YORK COUNTY, S.C. (QUEEN CITY NEWS) — A New York Times best-seller is making its way across the nation with a significant message: “Ejaculate Responsibly: A Whole New Way to Think about Abortion.”  

“I love that with the title you don’t actually have to read the book to know what it’s about,” said women’s rights activist Mallory Dittmer.  

With South Carolina holding its breath for a possible six-week abortion ban, Dittmer says she and hundreds of other women still plan to fight the legislation. 

“I just felt called to do something watching the debate happen yesterday and I posted it on my Instagram and just asked, ‘Who else thinks that we should get some of these books in the hands of our legislators?’,” Dittmer said.  

She says the response was incredible. She took in over $1,200 in donations within a day to purchase the book from Amazon. 

“And really we’re going to very thoughtfully and sincerely give them to our legislators to help them maybe have one of those aha moments,” Dittmer said.  

Author Gabrielle Blair says the title of the book was meant just for that.  

“Ultimately, it’s also like a declaration — like it sums up everything I’m asking men to do: ‘Ejaculate Responsibly,’” Blair said. “And if they do, it solves a whole host of problems.” 

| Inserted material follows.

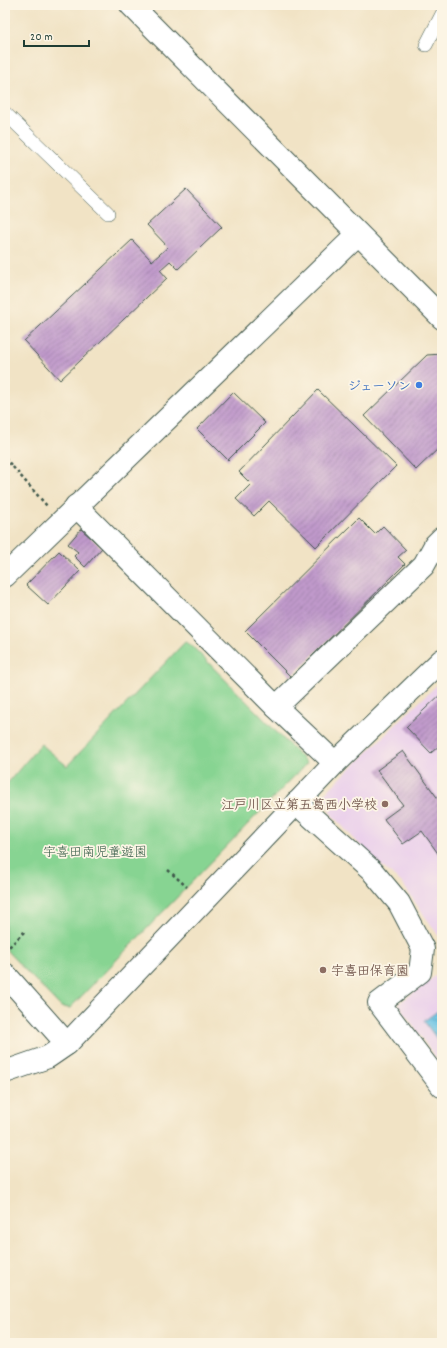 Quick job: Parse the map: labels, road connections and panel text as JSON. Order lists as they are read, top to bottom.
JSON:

She says the book came as a result of a 2018 Twitter thread where she shared her thoughts during the Brett Kavanaugh Supreme Court confirmation hearings.  

One tweet says “I’m a mother of six and a Mormon, I have a good understanding of arguments surrounding abortion, religious and otherwise… If you want to stop abortion, you need to prevent unwanted pregnancies. And men are 100% responsible for unwanted pregnancies.”  

A few years later, Blair published the book hoping to shift the conversation.  

“Shifting the conversation to prevention, to preventing unwanted pregnancies, it just takes all the emotion out of it,” Blair said. “Suddenly, we don’t have to like debate when life begins. Is it a baby? Is it a fetus? Like, we don’t have to discuss any of that because we didn’t cause a pregnancy because the man chose to ejaculate responsibly.” 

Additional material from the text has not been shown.